● **The problem**: Gather the lines below that include the string "absolute", copying each in full.

● ● ● ● ● ● ●

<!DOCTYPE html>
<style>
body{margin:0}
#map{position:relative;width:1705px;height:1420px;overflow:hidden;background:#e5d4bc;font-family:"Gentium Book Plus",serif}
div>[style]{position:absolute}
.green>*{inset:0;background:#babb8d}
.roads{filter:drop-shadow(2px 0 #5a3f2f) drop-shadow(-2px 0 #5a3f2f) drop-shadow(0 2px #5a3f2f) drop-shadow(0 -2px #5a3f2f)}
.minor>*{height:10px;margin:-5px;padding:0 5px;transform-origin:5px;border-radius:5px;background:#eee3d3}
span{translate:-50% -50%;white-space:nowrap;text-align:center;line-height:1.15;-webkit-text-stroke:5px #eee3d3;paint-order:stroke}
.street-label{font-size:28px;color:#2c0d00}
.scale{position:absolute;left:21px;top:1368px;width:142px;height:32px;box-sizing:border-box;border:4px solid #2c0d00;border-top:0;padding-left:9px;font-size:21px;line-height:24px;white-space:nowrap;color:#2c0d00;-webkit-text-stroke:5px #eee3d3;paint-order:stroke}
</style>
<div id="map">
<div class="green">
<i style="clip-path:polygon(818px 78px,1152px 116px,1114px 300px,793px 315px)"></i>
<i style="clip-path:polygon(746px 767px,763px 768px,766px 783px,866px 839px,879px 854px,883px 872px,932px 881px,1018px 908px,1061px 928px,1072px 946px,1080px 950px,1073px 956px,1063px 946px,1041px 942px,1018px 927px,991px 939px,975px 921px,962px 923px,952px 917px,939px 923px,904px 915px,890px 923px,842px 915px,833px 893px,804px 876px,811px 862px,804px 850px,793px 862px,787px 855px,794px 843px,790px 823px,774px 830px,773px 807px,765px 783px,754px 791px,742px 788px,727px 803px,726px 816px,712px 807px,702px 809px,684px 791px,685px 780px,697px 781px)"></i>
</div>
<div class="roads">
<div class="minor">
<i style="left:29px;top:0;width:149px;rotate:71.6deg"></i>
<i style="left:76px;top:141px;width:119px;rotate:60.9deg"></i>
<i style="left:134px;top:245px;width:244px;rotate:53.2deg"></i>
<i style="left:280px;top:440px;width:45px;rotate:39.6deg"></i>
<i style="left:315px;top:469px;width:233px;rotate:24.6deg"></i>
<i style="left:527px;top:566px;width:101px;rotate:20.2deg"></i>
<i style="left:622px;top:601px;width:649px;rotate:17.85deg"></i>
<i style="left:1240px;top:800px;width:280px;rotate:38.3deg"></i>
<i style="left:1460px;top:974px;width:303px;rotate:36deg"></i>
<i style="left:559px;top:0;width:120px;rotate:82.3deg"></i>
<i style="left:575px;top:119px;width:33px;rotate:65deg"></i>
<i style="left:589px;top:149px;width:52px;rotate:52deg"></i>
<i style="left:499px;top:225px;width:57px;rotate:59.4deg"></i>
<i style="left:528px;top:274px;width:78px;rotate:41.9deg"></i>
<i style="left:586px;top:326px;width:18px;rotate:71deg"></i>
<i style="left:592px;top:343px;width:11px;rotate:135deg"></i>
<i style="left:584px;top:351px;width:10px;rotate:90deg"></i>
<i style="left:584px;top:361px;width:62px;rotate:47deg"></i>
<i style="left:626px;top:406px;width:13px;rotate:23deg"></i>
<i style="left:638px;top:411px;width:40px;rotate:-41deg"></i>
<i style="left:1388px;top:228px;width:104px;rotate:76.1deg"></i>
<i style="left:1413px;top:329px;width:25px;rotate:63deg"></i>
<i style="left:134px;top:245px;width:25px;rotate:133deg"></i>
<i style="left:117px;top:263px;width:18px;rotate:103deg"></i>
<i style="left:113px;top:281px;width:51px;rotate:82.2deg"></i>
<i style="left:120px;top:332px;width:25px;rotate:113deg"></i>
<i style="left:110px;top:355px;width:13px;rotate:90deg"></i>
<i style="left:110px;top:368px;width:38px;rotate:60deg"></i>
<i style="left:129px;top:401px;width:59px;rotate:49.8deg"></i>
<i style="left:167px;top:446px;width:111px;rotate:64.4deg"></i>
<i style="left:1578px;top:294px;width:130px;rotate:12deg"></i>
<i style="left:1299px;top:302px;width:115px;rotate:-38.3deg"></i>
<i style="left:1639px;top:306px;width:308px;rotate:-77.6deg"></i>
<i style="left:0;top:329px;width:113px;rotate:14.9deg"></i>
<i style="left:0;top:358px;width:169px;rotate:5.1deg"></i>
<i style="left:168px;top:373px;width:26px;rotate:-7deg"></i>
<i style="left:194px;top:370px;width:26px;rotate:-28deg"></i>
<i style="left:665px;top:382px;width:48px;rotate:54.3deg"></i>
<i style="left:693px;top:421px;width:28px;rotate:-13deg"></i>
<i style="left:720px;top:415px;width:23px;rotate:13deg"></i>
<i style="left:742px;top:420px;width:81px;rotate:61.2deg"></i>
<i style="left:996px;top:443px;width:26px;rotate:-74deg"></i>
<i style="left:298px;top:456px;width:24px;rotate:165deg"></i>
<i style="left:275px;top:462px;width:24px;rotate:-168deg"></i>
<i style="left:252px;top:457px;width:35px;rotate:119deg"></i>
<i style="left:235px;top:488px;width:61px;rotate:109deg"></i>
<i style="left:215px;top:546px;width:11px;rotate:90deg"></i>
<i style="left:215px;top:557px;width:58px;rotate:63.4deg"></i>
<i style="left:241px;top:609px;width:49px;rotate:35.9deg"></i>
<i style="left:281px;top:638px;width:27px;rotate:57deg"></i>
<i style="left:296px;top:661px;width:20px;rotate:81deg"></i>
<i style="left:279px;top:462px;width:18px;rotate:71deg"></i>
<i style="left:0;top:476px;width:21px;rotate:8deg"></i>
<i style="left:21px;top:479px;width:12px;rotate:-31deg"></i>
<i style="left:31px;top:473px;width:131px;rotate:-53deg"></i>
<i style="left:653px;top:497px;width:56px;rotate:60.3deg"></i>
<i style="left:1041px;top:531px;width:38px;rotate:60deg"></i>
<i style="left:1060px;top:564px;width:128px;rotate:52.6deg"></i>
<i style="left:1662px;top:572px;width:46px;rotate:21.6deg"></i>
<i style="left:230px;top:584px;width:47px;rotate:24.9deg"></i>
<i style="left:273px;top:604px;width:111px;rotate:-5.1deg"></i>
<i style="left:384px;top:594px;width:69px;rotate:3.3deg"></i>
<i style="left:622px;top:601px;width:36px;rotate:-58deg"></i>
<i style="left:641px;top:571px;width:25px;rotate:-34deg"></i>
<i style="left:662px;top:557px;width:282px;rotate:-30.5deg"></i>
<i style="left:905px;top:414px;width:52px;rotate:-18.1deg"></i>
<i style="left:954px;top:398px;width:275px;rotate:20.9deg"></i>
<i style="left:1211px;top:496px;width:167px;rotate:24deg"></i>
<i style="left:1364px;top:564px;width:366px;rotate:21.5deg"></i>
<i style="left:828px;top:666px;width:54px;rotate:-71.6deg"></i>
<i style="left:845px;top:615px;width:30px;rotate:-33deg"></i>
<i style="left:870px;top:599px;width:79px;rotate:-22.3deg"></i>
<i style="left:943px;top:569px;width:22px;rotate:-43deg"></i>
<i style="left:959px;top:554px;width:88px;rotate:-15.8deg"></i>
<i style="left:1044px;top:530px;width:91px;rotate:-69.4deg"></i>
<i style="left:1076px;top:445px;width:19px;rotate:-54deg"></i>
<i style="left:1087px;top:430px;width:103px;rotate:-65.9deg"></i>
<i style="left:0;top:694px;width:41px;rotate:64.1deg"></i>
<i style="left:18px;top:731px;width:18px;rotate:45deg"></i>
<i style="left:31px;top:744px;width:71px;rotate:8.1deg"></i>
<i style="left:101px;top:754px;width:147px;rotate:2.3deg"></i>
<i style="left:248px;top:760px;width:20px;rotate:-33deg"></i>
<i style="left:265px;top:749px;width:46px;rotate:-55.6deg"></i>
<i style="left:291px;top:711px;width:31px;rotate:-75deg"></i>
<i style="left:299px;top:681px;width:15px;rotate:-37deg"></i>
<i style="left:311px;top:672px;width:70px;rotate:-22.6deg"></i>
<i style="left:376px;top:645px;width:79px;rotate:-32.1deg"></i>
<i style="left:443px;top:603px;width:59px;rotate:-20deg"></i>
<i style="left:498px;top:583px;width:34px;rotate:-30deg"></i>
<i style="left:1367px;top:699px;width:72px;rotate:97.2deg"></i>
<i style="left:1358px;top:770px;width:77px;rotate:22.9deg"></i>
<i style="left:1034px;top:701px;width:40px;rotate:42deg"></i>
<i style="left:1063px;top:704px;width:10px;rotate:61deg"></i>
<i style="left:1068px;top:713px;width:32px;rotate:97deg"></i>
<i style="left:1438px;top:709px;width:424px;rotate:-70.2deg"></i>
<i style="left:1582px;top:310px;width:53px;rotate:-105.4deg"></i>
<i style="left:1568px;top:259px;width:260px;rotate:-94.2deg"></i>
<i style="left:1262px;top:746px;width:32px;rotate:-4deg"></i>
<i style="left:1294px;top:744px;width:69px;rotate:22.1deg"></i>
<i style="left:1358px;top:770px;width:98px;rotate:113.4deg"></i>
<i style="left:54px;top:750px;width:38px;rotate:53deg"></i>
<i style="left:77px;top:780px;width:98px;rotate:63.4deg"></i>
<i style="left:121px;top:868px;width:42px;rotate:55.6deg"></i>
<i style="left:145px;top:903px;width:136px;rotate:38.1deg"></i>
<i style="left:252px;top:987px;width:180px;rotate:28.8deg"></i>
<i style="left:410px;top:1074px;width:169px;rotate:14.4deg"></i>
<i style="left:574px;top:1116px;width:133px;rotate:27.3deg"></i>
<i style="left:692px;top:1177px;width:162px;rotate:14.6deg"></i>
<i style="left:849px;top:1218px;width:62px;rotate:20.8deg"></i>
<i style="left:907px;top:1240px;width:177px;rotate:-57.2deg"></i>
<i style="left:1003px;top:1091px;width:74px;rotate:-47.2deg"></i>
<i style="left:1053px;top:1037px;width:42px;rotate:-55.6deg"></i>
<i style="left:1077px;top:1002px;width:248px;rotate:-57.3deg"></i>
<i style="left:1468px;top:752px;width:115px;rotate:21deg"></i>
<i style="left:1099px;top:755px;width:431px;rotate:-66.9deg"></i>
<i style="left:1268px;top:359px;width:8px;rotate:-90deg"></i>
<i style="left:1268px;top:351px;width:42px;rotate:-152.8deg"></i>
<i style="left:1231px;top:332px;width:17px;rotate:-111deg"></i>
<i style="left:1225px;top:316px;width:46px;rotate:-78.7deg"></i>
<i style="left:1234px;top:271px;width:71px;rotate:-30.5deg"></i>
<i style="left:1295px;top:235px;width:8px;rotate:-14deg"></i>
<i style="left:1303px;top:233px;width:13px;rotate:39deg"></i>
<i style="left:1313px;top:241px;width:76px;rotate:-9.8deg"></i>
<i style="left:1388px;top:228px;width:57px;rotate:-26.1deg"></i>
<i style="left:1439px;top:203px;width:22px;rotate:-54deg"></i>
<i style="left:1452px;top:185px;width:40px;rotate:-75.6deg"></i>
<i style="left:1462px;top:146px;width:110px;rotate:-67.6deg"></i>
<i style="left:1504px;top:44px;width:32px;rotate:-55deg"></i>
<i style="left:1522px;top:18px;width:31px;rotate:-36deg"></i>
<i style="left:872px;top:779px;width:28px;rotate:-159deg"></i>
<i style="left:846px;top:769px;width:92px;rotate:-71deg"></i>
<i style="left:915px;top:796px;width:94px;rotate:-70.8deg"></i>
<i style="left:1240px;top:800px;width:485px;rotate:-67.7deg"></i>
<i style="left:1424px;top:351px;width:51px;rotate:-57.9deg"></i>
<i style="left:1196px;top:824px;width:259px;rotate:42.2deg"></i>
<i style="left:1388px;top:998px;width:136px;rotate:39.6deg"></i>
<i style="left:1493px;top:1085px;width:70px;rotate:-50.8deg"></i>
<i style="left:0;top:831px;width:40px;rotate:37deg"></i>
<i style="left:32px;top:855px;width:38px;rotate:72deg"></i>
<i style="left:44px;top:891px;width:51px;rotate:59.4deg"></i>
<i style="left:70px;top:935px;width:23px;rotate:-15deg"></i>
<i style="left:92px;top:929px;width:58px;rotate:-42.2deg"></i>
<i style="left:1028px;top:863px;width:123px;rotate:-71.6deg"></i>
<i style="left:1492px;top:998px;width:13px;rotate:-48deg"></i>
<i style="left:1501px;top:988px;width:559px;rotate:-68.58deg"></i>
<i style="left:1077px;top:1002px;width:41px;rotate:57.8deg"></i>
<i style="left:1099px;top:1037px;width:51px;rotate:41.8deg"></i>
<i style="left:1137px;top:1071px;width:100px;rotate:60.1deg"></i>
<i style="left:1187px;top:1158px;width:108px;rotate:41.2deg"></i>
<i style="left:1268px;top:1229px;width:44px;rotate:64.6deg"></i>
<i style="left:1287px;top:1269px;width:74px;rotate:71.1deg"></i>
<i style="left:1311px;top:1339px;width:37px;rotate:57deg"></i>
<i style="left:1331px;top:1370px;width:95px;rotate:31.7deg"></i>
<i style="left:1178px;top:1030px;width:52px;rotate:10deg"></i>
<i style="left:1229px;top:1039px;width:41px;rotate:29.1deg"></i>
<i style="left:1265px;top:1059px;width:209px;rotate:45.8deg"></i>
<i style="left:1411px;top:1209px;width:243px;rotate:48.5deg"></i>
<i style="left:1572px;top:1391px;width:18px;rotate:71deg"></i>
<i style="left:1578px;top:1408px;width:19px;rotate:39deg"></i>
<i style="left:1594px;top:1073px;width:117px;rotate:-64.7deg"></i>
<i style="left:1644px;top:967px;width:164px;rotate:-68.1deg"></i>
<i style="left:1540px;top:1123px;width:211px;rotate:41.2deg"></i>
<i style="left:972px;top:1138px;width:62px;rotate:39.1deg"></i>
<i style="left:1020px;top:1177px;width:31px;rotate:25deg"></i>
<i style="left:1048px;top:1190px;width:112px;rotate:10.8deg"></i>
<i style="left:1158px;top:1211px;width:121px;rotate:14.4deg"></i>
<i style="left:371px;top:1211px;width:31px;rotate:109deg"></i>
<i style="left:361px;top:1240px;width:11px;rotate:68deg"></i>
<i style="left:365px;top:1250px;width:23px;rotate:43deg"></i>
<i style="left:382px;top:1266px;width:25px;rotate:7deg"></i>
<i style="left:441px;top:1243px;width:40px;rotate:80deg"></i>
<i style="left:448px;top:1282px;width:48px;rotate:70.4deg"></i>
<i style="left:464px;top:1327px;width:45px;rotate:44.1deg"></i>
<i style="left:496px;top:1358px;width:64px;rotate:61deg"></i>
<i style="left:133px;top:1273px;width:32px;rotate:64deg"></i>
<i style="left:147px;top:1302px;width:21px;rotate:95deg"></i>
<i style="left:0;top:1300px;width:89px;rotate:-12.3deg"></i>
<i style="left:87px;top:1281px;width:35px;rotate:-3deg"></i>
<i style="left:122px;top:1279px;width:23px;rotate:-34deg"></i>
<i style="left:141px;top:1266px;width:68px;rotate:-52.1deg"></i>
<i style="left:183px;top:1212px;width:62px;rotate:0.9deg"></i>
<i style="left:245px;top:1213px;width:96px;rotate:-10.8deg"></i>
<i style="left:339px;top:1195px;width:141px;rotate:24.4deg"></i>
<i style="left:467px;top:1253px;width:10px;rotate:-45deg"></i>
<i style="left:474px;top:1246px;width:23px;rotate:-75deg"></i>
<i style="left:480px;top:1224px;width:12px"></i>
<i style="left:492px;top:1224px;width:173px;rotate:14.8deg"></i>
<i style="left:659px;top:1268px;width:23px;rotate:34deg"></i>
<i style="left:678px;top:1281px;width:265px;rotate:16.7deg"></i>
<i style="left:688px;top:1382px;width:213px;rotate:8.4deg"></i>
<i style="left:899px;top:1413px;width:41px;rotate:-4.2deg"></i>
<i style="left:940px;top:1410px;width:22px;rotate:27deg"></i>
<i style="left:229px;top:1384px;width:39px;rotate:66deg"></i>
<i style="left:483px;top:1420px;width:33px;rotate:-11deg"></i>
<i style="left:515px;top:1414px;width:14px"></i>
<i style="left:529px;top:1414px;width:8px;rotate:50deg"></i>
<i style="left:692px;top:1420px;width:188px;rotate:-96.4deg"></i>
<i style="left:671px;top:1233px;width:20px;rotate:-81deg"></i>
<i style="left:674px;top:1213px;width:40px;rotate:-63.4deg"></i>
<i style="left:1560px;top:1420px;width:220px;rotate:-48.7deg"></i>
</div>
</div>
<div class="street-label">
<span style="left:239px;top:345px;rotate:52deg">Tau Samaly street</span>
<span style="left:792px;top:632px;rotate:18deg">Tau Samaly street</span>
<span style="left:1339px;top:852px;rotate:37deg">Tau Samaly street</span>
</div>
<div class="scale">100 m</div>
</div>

● ● ● ● ● ● ●

● **Solution for this exercise**:
div>[style]{position:absolute}
.scale{position:absolute;left:21px;top:1368px;width:142px;height:32px;box-sizing:border-box;border:4px solid #2c0d00;border-top:0;padding-left:9px;font-size:21px;line-height:24px;white-space:nowrap;color:#2c0d00;-webkit-text-stroke:5px #eee3d3;paint-order:stroke}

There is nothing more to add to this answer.